Primal Scream On NME Cover

Advertisement

The case for…
Tim Chester, Assistant Editor
Musicians on drugs? I’ll vote for that. Illegal substances of every which kind have helped create some of music’s finest hours since the blues days. From the most strung-out parts of the ‘60s to the trippiest corners of the 70s, the coke-fuelled indulgence pouring out of LA studios through the 80s and the 90s’ highly-strung high energy, chemicals have been inextricably linked with music’s progression, and its various meanders away from the boring middle ground. Like it or not, drugs’ various powers to stimulate, distract, motivate, inspire or sooth have either propelled musicians to greatness or propped them up in times of need.

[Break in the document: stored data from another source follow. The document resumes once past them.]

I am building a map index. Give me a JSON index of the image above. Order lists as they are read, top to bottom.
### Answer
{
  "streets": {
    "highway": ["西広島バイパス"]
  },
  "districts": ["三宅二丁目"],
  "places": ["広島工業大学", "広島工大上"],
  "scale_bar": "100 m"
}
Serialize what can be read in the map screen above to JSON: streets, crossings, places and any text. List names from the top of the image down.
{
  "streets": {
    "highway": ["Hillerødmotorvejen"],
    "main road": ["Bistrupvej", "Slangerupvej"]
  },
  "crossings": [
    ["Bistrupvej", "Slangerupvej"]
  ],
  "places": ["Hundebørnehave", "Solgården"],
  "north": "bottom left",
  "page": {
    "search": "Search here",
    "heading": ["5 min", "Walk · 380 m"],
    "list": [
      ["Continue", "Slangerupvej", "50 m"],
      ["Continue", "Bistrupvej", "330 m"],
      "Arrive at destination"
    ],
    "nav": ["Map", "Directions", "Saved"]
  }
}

Sure, there are plenty of people that are mad enough without the gear, and indulging is a dangerous game. For every ‘The End’ there’s a Morrison ending up in the bathtub. But I’ll take the rough with the smooth, and vote for a world populated with characters, altered perspectives, bizarre visions, variously inspired, surprising or downright comedic output and the rest over a dry, banal, straight edge landscape. And sometimes the fallout from drugs – the pain, the regret, the consequences – serve as the best material. (See: Bob Dylan’s ‘Cocaine Blues’, Johnny Cash’s ‘Cocaine Blues’, Eric Clapton’s ‘Cocaine’ and endless others).

Quite simply, drugs have made some of our best musicians and their output more visionary (‘Are You Experienced?’), more interesting (‘The Piper At The Gates Of Dawn’), more visceral (‘Raw Power’), more bombastic (‘Appetite For Destruction’), more beautiful (‘Ladies And Gentlemen We Are Floating In Space’), more inventive (‘Revolver’), more heart wrenching (‘On The Beach’) and just plain more fun (‘Oracular Spectacular’) than they would have been with a straight head. Think life in The Flaming Lips would be a daily routine of pink robots and inflatable balls if the band hadn’t been raised on peyote? Would ‘Sgt Pepper’s’ exist without lorryloads of contraband, or would The Beatles still be pumping out more ‘I Wanna Hold Your Hand’s?

Drugs may have turned a few creative relationships sour, and been the driving chemicals behind some proper duffs (Pete’s ramblings about Albion just the most recent casualty in that respect) but they’ve brought a lot of good into the world, from a listener’s perspective at least.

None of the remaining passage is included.